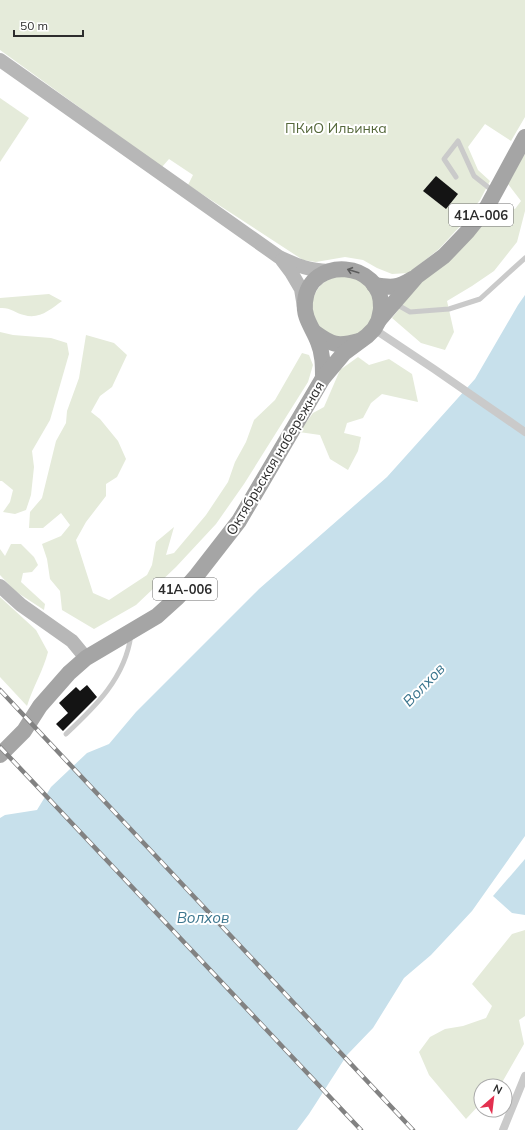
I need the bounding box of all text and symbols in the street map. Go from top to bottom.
scale bar [14,12,83,38]
text: 50 m [20,18,48,33]
park label: ПКиО Ильинка [285,119,387,137]
road number: 41А-006 [449,204,513,226]
one-way arrow [347,267,360,274]
street label: Октябрьская набережная [222,378,328,538]
road number: 41А-006 [153,578,217,600]
water label: Волхов [399,659,449,710]
water label: Волхов [177,908,229,927]
north arrow [473,1078,513,1118]
text: N [491,1081,505,1097]

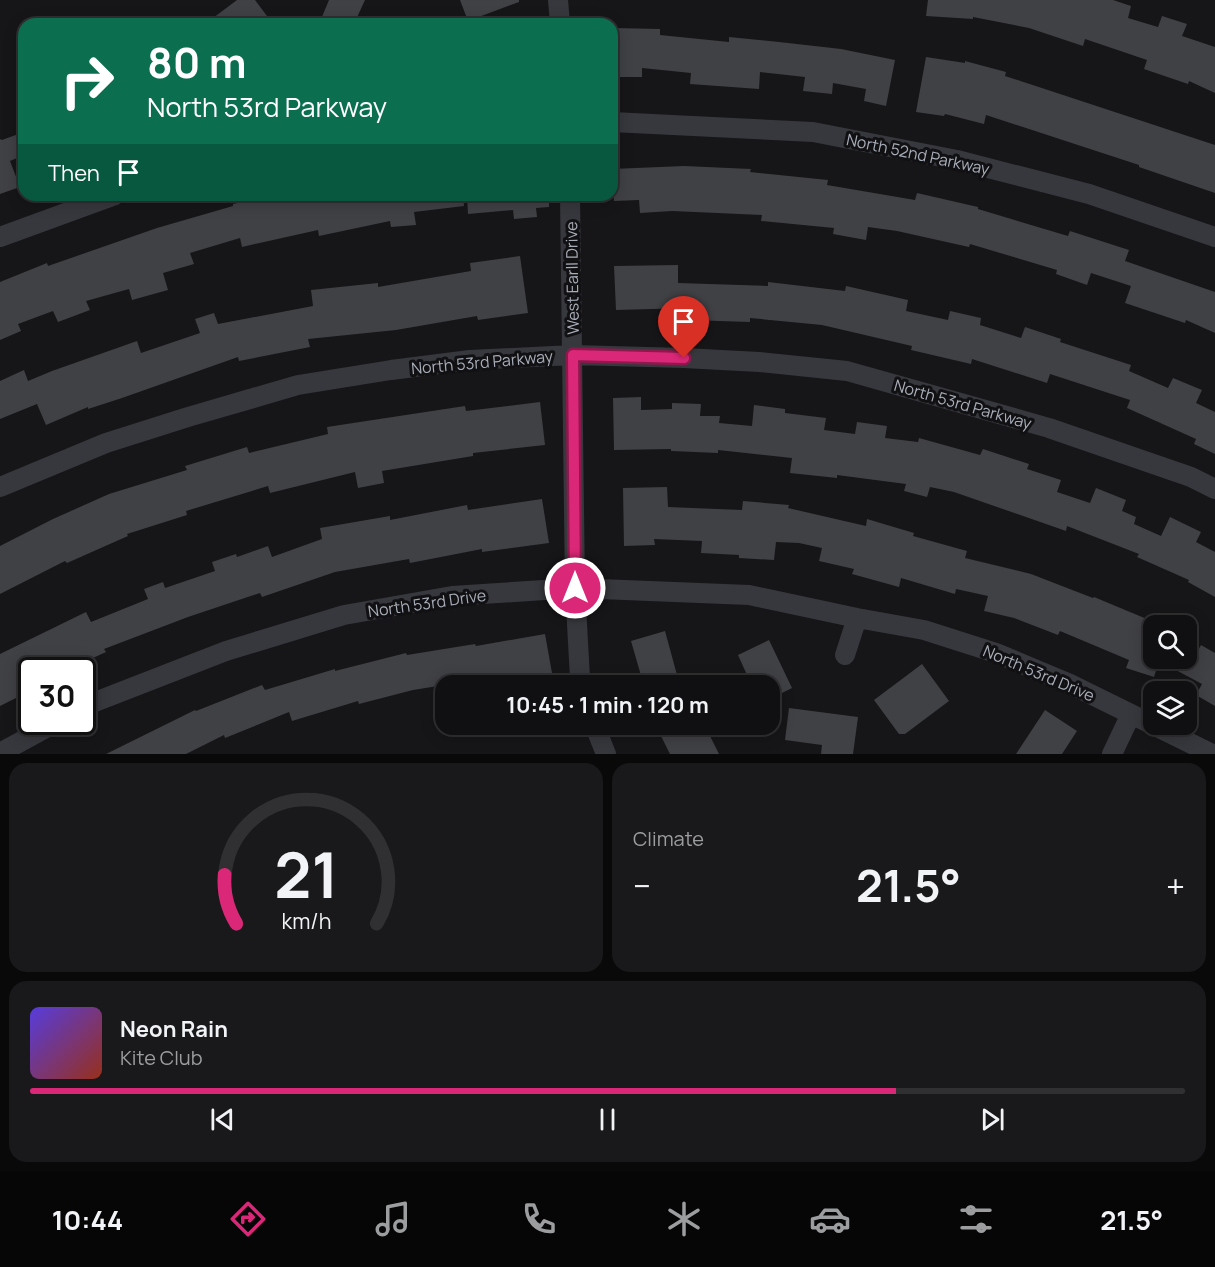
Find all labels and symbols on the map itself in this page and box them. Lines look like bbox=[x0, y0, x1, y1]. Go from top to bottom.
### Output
street label: North 52nd Parkway bbox=[844, 128, 992, 180]
street label: West Earll Drive bbox=[560, 221, 584, 335]
pin bbox=[658, 296, 709, 358]
street label: North 53rd Parkway bbox=[410, 345, 554, 379]
street label: North 53rd Parkway bbox=[892, 374, 1035, 434]
position arrow bbox=[543, 556, 607, 620]
street label: North 53rd Drive bbox=[367, 584, 487, 622]
street label: North 53rd Drive bbox=[980, 640, 1098, 706]
speed limit sign: 30 bbox=[18, 657, 96, 735]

- - - -

> **Action item**
Only the lines from the one containing "Find all labels" through the final line of the material should be printed, each word for word. Both of those lines count.

> **Solution for this exercise**
Find all labels and symbols on the map itself in this page and box them. Lines look like bbox=[x0, y0, x1, y1]. Go from top to bottom.
### Output
street label: North 52nd Parkway bbox=[844, 128, 992, 180]
street label: West Earll Drive bbox=[560, 221, 584, 335]
pin bbox=[658, 296, 709, 358]
street label: North 53rd Parkway bbox=[410, 345, 554, 379]
street label: North 53rd Parkway bbox=[892, 374, 1035, 434]
position arrow bbox=[543, 556, 607, 620]
street label: North 53rd Drive bbox=[367, 584, 487, 622]
street label: North 53rd Drive bbox=[980, 640, 1098, 706]
speed limit sign: 30 bbox=[18, 657, 96, 735]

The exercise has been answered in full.